BREWSTER COUNTY, TEXAS — Three Texas Parks and Wildlife Department employees died after their helicopter crashed in a West Texas wildlife preserve, the department announced Sunday.

The group was surveying desert bighorn sheep in the Black Gap Wildlife Management Area on Saturday when the helicopter went down, according to a statement from the agency.

It was not immediately clear what caused the crash, which Gov. Greg Abbott called a “tragic accident.”

The crash killed Dewey Stockbridge, a wildlife biologist, Brandon White, a department technician, and Dr. Bob Dittmar, a veterinarian.

The helicopter's pilot, a private contractor, survived and was taken to an El Paso hospital for treatment, according to the department.

The Black Gap Wildlife Management Area is near the U.S.-Mexico border in Brewster County, some 300 miles southeast of El Paso.

The Brewster County Sheriff's Office, Texas Department of Public Safety, the Federal Aviation Administration and the Texas Game Wardens were all investigating the crash, ABC affiliate KMID reported.

Texas wildlife officials have been instrumental in restoring numbers of desert bighorn sheep after the population decreased due to disease and unregulated hunting, according to TPWD, which estimated the bighorn's population in Texas at 1,500 in 2018.

Stockbridge worked on conservation of the species for several years. In 2016, during an interview with Outside Magazine, he spoke on the importance of managing the herds.

"When you reintroduce desert bighorn in a landscape such as Elephant Mountain here, it's really a trickledown effect," he said. "There are numerous other species that benefit from them being reintroduced to certain mountain ranges."

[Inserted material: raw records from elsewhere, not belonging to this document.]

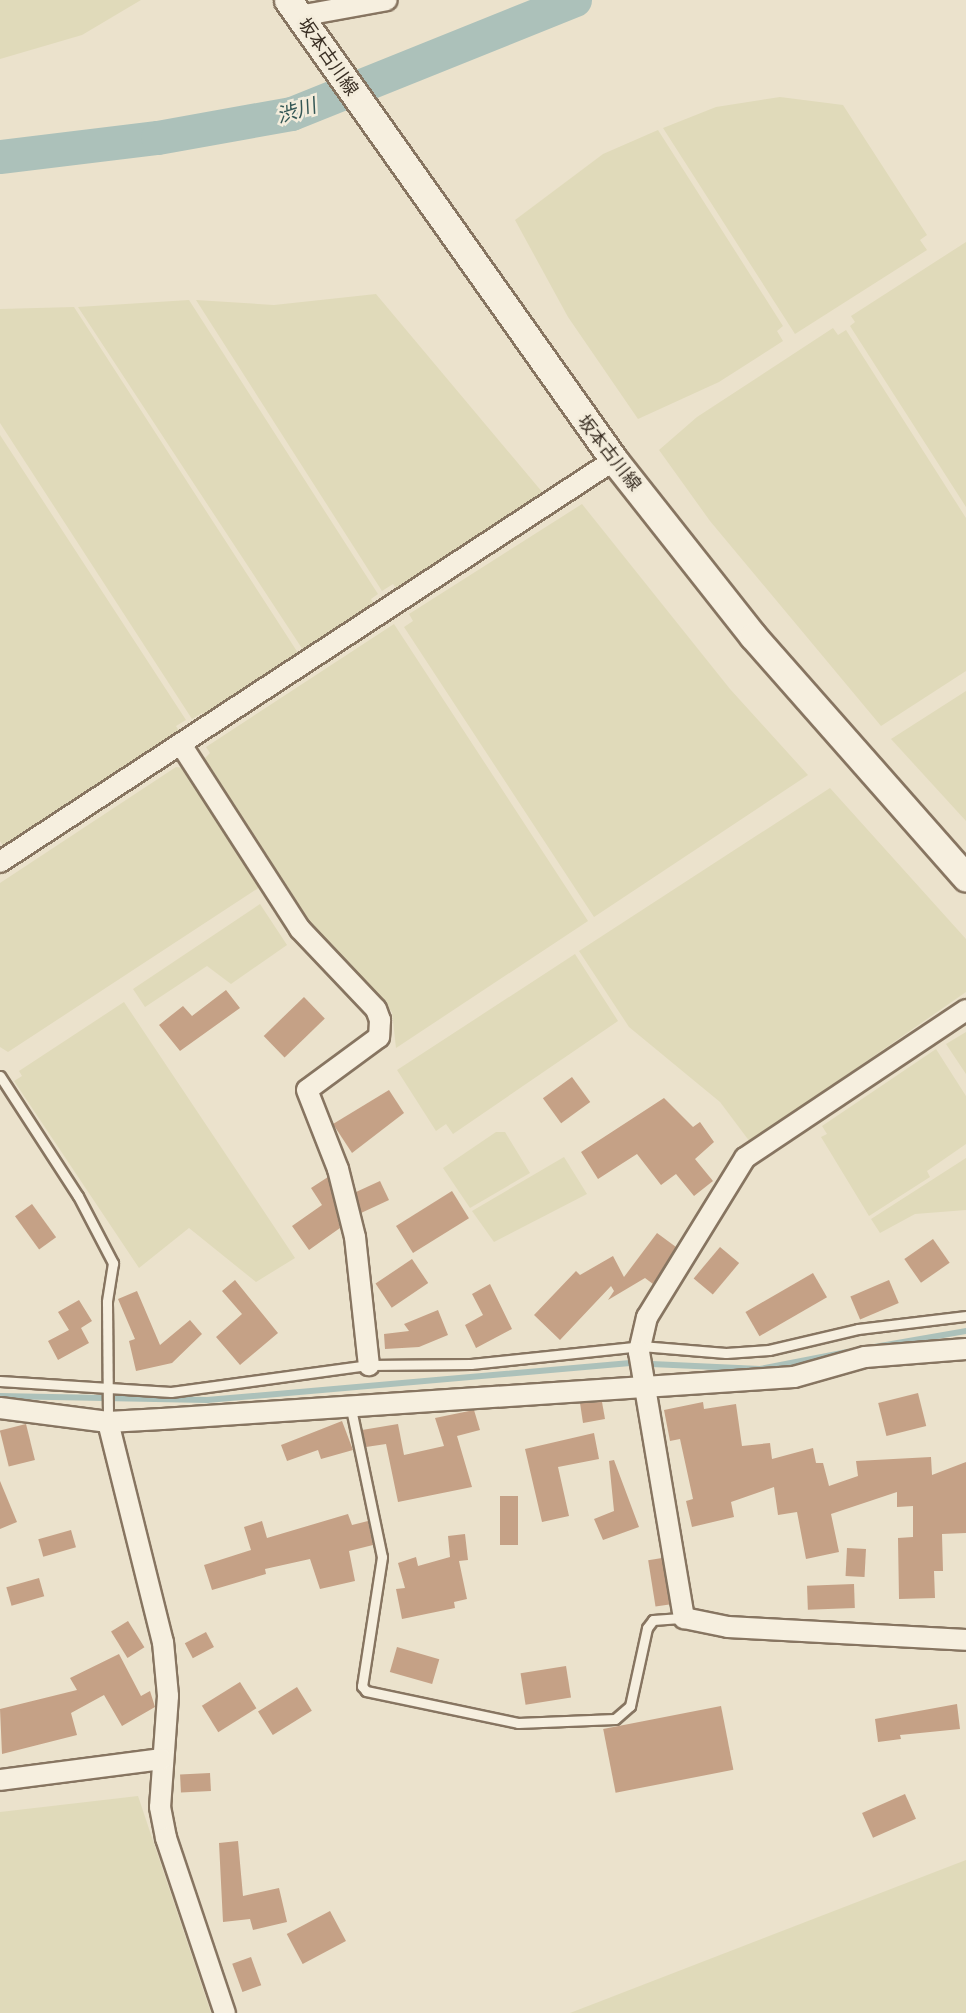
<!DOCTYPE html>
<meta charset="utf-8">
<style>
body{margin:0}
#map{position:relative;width:966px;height:2013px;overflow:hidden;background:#ebe2cc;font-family:Lora,"Noto Sans JP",serif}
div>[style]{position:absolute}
.farmland>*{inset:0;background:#e0daba}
.stream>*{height:6px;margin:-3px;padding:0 3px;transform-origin:3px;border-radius:3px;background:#acc1ba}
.river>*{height:34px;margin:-17px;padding:0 17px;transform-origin:17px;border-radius:17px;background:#acc1ba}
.building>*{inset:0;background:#c5a186;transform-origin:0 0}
.roads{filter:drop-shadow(2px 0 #877561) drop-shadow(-2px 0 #877561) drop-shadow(0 2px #877561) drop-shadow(0 -2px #877561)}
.service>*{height:9px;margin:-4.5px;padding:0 4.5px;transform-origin:4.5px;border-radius:4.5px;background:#f6efdf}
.minor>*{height:20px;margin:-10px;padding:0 10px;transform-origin:10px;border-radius:10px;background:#f6efdf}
.secondary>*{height:27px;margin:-13.5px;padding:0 13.5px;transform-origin:13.5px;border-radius:13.5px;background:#f6efdf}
span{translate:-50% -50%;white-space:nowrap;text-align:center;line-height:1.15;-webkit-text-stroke:5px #f3ecdb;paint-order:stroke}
.street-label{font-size:18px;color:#392e23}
.water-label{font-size:20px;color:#345755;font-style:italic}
</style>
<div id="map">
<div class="farmland">
<div style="clip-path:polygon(0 0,141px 0,82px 35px,0 59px)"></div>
<div style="clip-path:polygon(780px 97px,843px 105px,927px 235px,920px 240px,927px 250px,795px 334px,663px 128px,716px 107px)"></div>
<div style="clip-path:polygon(658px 130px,783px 326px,777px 331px,783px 341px,719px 382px,638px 419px,568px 317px,515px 220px,603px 154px)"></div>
<div style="clip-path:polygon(966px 242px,966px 507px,850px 326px,855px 322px,851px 316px)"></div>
<div style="clip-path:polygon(376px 294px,543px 493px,399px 592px,393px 584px,382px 591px,196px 300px,274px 305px)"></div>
<div style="clip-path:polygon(189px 300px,378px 594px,371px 599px,376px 607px,305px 653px,78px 307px)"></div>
<div style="clip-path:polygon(74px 307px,300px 656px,206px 718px,202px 713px,192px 719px,0 423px,0 309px)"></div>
<div style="clip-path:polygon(833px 328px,838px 335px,846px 330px,966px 518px,966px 671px,881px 726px,710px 521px,659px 450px,697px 417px)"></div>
<div style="clip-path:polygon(0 435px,186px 720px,176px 726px,181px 734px,5px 849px,0 841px)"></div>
<div style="clip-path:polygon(582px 504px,730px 689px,808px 775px,594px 917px,404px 627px,413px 621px,409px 614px)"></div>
<div style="clip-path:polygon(394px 624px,588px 921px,396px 1048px,392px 1012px,318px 934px,203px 760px,210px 753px,206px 747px)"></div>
<div style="clip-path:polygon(966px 691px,966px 821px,891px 739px)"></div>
<div style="clip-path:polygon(176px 767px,184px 768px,260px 887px,8px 1052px,0 1047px,0 883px)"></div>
<div style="clip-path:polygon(830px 788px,966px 939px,966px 992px,750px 1142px,720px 1102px,629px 1027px,579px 951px)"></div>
<div style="clip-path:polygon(260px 904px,287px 945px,231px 984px,207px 966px,145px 1007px,133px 989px)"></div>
<div style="clip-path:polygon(575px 954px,618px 1021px,453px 1134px,446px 1124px,436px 1131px,397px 1070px)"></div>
<div style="clip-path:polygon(124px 1002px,295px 1258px,256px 1282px,189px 1228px,139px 1268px,14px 1081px,22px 1076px,19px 1071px)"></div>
<div style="clip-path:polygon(966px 1032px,966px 1074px,946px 1044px)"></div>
<div style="clip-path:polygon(936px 1049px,966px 1096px,966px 1144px,927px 1171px,930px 1177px,869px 1216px,821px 1137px,827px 1134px,822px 1126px)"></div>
<div style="clip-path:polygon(496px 1132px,505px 1132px,530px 1173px,470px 1208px,443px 1168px)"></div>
<div style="clip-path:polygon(564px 1157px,587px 1194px,494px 1242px,472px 1211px)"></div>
<div style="clip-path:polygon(966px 1158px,966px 1210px,915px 1214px,880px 1233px,871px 1219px)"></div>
<div style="clip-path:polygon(138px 1796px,211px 2013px,0 2013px,0 1812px)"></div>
<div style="clip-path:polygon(966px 1860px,966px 2013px,570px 2013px)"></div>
</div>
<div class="stream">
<div style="left:863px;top:1349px;width:105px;rotate:-9.9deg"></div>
<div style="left:0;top:1396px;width:207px;rotate:1.1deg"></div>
<div style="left:207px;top:1400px;width:425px;rotate:-5deg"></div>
<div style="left:630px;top:1363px;width:130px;rotate:2.6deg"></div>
<div style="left:760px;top:1369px;width:89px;rotate:-11.1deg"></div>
</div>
<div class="river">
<div style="left:0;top:157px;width:159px;rotate:-6.9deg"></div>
<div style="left:158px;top:138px;width:136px;rotate:-10.2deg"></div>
<div style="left:292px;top:114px;width:305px;rotate:-21.9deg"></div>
</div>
<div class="building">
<div style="clip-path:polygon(226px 990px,240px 1008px,180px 1051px,159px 1025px,183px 1006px,192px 1016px)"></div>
<div style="left:304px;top:997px;width:30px;height:56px;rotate:46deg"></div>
<div style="left:572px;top:1077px;width:31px;height:36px;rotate:54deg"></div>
<div style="clip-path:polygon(389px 1090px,404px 1113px,352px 1153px,333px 1124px)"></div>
<div style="clip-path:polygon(664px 1098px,693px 1127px,700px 1122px,714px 1142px,695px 1159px,713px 1181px,694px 1196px,676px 1174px,661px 1185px,637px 1154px,598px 1179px,581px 1152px)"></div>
<div style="clip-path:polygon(328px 1177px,340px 1228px,309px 1250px,292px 1226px,322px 1205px,311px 1188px)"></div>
<div style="clip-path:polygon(380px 1181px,389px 1200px,361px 1213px,356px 1192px)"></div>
<div style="left:452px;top:1191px;width:32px;height:66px;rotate:58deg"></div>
<div style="left:32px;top:1204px;width:41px;height:21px;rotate:54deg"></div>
<div style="clip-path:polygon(657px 1233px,676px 1247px,653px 1284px,645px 1278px,608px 1300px,614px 1291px,611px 1286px,560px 1340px,534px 1315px,576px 1271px,580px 1275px,613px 1256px,624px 1277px)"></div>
<div style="left:933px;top:1239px;width:29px;height:35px;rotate:55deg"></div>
<div style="left:720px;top:1247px;width:25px;height:41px;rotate:40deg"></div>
<div style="left:412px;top:1259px;width:29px;height:44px;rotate:56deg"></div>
<div style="left:813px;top:1273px;width:28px;height:78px;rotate:60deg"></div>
<div style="clip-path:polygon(235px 1280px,278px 1333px,240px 1365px,216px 1337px,242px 1314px,222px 1291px)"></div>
<div style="left:889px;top:1280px;width:25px;height:42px;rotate:67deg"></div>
<div style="clip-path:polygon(490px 1284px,512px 1329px,476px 1348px,465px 1325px,483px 1315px,472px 1294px)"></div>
<div style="clip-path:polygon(137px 1291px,160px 1345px,190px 1320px,202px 1334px,172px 1363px,136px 1371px,129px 1341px,135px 1339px,118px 1299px)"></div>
<div style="clip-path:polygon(79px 1300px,92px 1321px,81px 1328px,89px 1343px,58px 1360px,48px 1341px,69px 1330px,58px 1312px)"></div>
<div style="clip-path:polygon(438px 1310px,448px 1335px,419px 1347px,385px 1349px,384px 1334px,409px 1331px,404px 1324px)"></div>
<div style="left:918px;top:1393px;width:34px;height:41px;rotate:76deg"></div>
<div style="clip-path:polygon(602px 1402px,605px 1419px,583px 1423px,580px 1403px)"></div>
<div style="clip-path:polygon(703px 1402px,704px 1409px,736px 1404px,742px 1446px,770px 1443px,772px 1459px,813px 1448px,816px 1463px,823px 1463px,829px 1486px,858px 1476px,856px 1461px,931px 1457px,932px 1475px,966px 1462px,966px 1533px,942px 1534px,943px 1571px,934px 1571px,935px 1598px,899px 1599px,898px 1538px,913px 1537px,913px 1506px,897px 1507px,897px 1492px,831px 1514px,839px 1552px,806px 1559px,797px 1512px,778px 1515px,774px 1487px,731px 1502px,734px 1517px,692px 1527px,686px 1501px,693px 1499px,680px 1439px,670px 1441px,664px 1410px)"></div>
<div style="clip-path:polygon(474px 1410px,480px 1430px,457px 1436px,472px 1487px,398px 1502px,386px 1444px,366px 1447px,362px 1430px,398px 1424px,404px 1455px,444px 1446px,435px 1418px)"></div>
<div style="clip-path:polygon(342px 1421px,353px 1450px,321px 1459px,318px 1450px,287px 1461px,281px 1445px)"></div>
<div style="left:26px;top:1424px;width:37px;height:27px;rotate:76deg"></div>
<div style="clip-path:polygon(594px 1433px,599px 1459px,558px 1467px,569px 1516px,542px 1522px,525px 1449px)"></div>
<div style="clip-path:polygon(614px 1460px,639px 1527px,603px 1540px,594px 1519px,614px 1511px,609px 1461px)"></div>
<div style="clip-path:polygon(0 1481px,17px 1522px,0 1529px)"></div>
<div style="left:500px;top:1496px;width:18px;height:49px"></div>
<div style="clip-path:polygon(348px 1514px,352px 1525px,368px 1521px,373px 1545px,349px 1551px,355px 1581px,320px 1589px,310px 1559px,265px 1569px,266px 1574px,212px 1590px,204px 1565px,251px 1550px,244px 1527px,262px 1521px,267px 1538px)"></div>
<div style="left:71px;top:1530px;width:18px;height:34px;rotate:74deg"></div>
<div style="clip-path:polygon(465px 1534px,468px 1560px,459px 1561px,467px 1599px,454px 1602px,455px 1608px,402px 1619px,396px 1589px,405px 1588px,398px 1563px,416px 1557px,418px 1566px,450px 1557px,448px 1536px)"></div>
<div style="left:847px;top:1548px;width:19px;height:28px;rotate:3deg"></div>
<div style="left:662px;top:1558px;width:47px;height:14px;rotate:81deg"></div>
<div style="left:39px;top:1578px;width:19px;height:34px;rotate:74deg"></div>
<div style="left:854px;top:1584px;width:24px;height:47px;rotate:88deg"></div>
<div style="left:128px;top:1621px;width:31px;height:20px;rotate:58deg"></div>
<div style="left:206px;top:1632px;width:17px;height:24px;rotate:62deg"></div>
<div style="left:397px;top:1647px;width:44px;height:26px;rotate:16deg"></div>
<div style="clip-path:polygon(119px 1654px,141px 1696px,150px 1691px,155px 1707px,122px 1726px,104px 1695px,71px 1713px,77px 1735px,2px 1754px,0 1709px,77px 1690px,70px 1678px)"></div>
<div style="left:566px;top:1666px;width:32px;height:46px;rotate:81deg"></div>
<div style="left:240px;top:1682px;width:31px;height:45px;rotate:58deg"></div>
<div style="left:297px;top:1687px;width:28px;height:46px;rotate:58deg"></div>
<div style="clip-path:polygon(957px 1704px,960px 1729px,900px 1735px,901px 1739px,878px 1742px,875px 1719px)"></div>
<div style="left:721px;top:1706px;width:65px;height:120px;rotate:79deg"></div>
<div style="left:210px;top:1773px;width:18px;height:30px;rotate:87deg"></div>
<div style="left:905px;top:1794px;width:27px;height:47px;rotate:66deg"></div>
<div style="clip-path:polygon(238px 1841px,243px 1896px,279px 1888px,287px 1922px,253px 1930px,250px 1919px,223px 1922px,219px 1843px)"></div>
<div style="left:330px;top:1911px;width:34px;height:49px;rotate:62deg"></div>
<div style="left:251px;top:1957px;width:30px;height:20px;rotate:70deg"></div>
</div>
<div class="roads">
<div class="service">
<div style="left:0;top:1076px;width:143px;rotate:57deg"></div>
<div style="left:78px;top:1196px;width:76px;rotate:62.4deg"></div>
<div style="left:113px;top:1263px;width:39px;rotate:99deg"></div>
<div style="left:107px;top:1302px;width:120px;rotate:89.5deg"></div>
<div style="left:0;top:1381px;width:171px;rotate:3.7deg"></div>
<div style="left:171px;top:1392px;width:200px;rotate:-7.8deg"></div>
<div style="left:369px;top:1365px;width:102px;rotate:-0.6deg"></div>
<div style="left:471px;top:1364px;width:171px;rotate:-6deg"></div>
<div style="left:641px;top:1346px;width:85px;rotate:4.7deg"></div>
<div style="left:726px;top:1353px;width:43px;rotate:-4deg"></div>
<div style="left:769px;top:1350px;width:91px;rotate:-13.3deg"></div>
<div style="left:858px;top:1329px;width:109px;rotate:-6.9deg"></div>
<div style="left:350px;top:1404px;width:156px;rotate:78.2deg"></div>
<div style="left:382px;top:1557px;width:131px;rotate:98.8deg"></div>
<div style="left:362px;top:1686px;width:6px;rotate:51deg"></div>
<div style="left:366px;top:1691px;width:155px;rotate:11.9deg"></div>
<div style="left:518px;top:1723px;width:97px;rotate:-2.4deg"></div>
<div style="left:615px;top:1719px;width:20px;rotate:-41deg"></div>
<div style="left:630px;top:1706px;width:80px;rotate:-77.7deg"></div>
<div style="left:647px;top:1628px;width:10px;rotate:-53deg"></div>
<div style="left:653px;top:1620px;width:31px;rotate:-4deg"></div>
</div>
<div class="minor">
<div style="left:299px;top:16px;width:89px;rotate:-10.3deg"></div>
<div style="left:182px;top:746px;width:218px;rotate:57.2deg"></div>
<div style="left:300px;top:929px;width:110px;rotate:46.5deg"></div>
<div style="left:376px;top:1009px;width:12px;rotate:70deg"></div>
<div style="left:380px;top:1020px;width:17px;rotate:93deg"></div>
<div style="left:379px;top:1037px;width:89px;rotate:143.6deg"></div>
<div style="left:307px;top:1090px;width:85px;rotate:68.6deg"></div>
<div style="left:338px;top:1169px;width:70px;rotate:76deg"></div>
<div style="left:355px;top:1237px;width:129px;rotate:83.8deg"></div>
<div style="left:0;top:862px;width:734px;rotate:-33.21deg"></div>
<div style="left:966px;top:1010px;width:266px;rotate:146.2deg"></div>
<div style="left:745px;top:1158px;width:187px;rotate:121.6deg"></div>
<div style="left:647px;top:1317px;width:36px;rotate:103deg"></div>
<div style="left:639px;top:1352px;width:270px;rotate:80.4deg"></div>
<div style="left:684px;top:1618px;width:45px;rotate:11.6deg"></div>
<div style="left:728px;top:1627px;width:238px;rotate:3.1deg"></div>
<div style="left:0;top:1408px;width:109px;rotate:7.4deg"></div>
<div style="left:108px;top:1422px;width:54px;rotate:-3.2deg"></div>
<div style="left:162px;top:1419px;width:633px;rotate:-3.8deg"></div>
<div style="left:794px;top:1377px;width:74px;rotate:-15.7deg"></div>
<div style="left:865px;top:1357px;width:101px;rotate:-4.5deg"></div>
<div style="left:108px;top:1422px;width:227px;rotate:76deg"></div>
<div style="left:163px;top:1642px;width:54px;rotate:84.7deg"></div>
<div style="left:168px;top:1696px;width:111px;rotate:94.1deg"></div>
<div style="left:160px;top:1807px;width:32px;rotate:79deg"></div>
<div style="left:166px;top:1838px;width:185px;rotate:71.4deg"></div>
<div style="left:0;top:1780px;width:163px;rotate:-7.4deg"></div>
</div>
<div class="secondary">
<div style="left:288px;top:0;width:564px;rotate:54.67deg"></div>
<div style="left:614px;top:460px;width:224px;rotate:51.7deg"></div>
<div style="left:753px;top:636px;width:322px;rotate:48.6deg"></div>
</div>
</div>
<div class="street-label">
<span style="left:328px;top:57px;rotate:55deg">坂本古川線</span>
<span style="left:609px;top:453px;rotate:52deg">坂本古川線</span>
</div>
<div class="water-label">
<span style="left:296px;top:110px;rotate:-17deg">渋川</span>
</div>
</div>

Officials conduct aerial surveys throughout the year to monitor population size and observe the animal's behavior.

Dittmar joined the TPWD as the agency's first-ever staff veterinarian in 2014, according to the agency. Previously, he assisted in various projects with the agency and was in private practice in Kerrville, northwest of San Antonio.

"My wife's telling everybody that I'm going to be making sure that my grandkids and great grandkids have wildlife to enjoy in the future," Dittmar said in an interview with TPWD in 2014. "I'm going to be a part helping to ensure that our wildlife populations are healthy, and looking at it more from a veterinary medical standpoint than strictly a management and biological standpoint."